- Active: 1914-1919 1939-1944
- Country: United Kingdom
- Branch: Territorial Army
- Type: Infantry
- Size: Brigade
- Part of: 59th (2nd North Midland) Division 59th (Staffordshire) Infantry Division
- Engagements: First World War Second World War

= 177th (2/1st Lincoln and Leicester) Brigade =

The 177th (2/1st Lincoln and Leicester) Brigade was an infantry brigade of the British Army that saw active service in the First World War as part of 59th (2nd North Midland) Division and fought again in the Second World War, now the 177th Infantry Brigade, with the 59th (Staffordshire) Infantry Division before being disbanded in August 1944.

==First World War==
The brigade was raised during the First World War. Part of the Territorial Force, the brigade was raised as a duplicate of the 138th (Lincoln and Leicester) Brigade and was raised from those men in the Territorial Force who had not originally agreed to serve overseas. It was assigned to the 59th (2nd North Midland) Division. However, with the division, the brigade was sent overseas in early 1917 and saw service in the trenches of the Western Front in France and Belgium, in particular during the Third Battle of Ypres, the Battle of Cambrai and Operation Michael, part of the German spring offensive.

===Order of Battle===
- 2/4th Battalion, Lincolnshire Regiment
- 2/5th Battalion, Lincolnshire Regiment, disbanded 31 July 1918
- 2/4th Battalion, Leicestershire Regiment
- 2/5th Battalion, Leicestershire Regiment
- 177th Machine Gun Company, Machine Gun Corps
- 177th Trench Mortar Battery
- 11th Garrison Guard Battalion, Somerset Light Infantry, became 11th Battalion 16 July 1918
- 15th Garrison Guard Battalion, Essex Regiment, became 15th Battalion 16 July 1918
- 2/6th Garrison Guard Battalion, Durham Light Infantry, became 2/6th Battalion 16 July 1918
- 2nd Provisional Garrison Guard Battalion, became 25th Garrison Battalion, King's Royal Rifle Corps 25 May 1918
- 3rd Provisional Garrison Guard Battalion, became 13th Garrison Battalion, Duke of Wellington's Regiment 25 May 1918

==Second World War==
The brigade was disbanded after the war in late 1919 as was the rest of the Territorial Force, which was reformed as the Territorial Army in 1920. Due to the increasing likelihood of war breaking out with Germany, the Territorial Army was ordered to be doubled in size and the brigade was reformed, as the 177th Infantry Brigade. The brigade was created as a 2nd Line duplicate of 176th Infantry Brigade and was assigned to the 59th (Staffordshire) Motor Division. After spending many years training in the United Kingdom, the brigade, with rest of the division, was sent overseas to France in late June 1944 as part of Operation Overlord and joined the British Second Army in its attempts to capture Caen. The brigade fought in Operation Charnwood and the Second Battle of the Odon and helped the 59th Division gain an excellent reputation as one of Bernard Montgomery's most reliable divisions.

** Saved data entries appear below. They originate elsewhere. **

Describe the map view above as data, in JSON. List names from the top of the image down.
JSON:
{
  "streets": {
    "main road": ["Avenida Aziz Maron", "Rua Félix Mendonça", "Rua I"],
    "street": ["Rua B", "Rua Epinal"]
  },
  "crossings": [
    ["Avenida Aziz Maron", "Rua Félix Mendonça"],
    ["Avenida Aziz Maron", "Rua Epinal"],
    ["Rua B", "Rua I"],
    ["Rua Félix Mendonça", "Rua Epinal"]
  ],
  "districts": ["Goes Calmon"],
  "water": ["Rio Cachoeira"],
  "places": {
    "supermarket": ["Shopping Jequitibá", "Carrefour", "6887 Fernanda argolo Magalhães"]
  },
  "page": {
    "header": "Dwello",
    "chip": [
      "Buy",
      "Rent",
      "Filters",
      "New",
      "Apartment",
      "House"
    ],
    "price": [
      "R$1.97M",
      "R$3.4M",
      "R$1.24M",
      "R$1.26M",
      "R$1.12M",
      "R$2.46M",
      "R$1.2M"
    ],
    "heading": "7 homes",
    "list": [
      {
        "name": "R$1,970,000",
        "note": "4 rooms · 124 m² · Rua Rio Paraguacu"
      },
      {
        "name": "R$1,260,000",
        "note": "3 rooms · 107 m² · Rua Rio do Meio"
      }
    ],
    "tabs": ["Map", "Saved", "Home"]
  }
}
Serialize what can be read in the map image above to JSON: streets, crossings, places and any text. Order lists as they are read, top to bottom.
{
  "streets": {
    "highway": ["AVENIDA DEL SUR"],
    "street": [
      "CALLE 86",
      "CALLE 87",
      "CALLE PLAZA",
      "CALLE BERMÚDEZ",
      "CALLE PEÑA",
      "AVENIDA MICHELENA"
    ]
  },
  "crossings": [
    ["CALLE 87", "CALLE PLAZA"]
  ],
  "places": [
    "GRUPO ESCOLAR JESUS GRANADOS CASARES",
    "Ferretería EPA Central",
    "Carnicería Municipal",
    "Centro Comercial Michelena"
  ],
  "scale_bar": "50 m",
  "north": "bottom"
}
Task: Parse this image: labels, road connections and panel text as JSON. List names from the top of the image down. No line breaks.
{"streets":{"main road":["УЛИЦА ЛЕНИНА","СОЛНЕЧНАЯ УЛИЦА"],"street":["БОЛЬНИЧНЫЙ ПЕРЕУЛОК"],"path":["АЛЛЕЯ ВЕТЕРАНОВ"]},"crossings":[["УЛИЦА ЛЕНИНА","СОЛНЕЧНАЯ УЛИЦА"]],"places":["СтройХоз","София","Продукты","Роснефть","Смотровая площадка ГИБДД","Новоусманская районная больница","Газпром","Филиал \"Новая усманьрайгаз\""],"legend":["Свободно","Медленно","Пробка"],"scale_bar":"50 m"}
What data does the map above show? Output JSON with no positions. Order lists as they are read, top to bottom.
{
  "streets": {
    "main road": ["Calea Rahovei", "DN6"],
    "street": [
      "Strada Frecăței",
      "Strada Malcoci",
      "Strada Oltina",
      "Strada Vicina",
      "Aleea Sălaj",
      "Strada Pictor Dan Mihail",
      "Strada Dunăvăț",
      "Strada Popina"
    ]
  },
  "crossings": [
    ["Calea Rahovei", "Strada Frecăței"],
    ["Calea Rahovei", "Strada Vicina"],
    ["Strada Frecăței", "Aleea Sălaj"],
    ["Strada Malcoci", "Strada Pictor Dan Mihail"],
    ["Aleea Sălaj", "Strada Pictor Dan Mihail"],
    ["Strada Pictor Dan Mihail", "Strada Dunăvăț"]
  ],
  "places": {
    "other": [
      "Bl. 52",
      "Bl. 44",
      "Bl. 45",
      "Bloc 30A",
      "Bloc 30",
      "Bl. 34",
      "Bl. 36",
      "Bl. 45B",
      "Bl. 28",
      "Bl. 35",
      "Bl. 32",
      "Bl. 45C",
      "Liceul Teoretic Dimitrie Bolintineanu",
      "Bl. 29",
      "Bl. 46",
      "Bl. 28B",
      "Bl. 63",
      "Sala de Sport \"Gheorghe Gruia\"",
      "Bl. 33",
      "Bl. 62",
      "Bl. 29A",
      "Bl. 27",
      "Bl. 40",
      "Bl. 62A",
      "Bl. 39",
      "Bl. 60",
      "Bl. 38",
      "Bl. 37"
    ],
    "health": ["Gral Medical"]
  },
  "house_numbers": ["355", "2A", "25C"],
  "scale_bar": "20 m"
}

The majority of the British Army was, by this stage of the war, suffering from a shortage of manpower, particularly in the rifle infantry (where the majority of casualties fell and where the problem was most acute) and, to a lesser extent, in the Royal Armoured Corps. As a consequence of this, and higher than anticipated casualties in Normandy, along with there being very few draftable infantrymen in the United Kingdom by August 1944, the only solution to this was by breaking up field force units in order to bring other units up to strength. Therefore, the 59th Division, as the most junior of all the British infantry divisions fighting in France, was broken up in late August in order to provide replacements for other British divisions of the 21st Army Group. The 177th Brigade ceased to exist by 26 August 1944 and the battalions were broken up and sent to other infantry units.

===Order of battle===
177th Brigade was constituted as follows during the war:
- 5th Battalion, South Staffordshire Regiment
- 1/6th Battalion, South Staffordshire Regiment
- 2/6th Battalion, South Staffordshire Regiment
- 177th Infantry Brigade Anti-Tank Company (formed 13 July, disbanded 31 December 1940)

===Commanders===
The following officers commanded 177th Brigade during the war:
- Brigadier A.E. Hawkins (until 10 August 1942)
- Brigadier M.S. Ekins (from 10 August 1942 until 28 January 1944)
- Brigadier M. Elrington (from 28 January 1944)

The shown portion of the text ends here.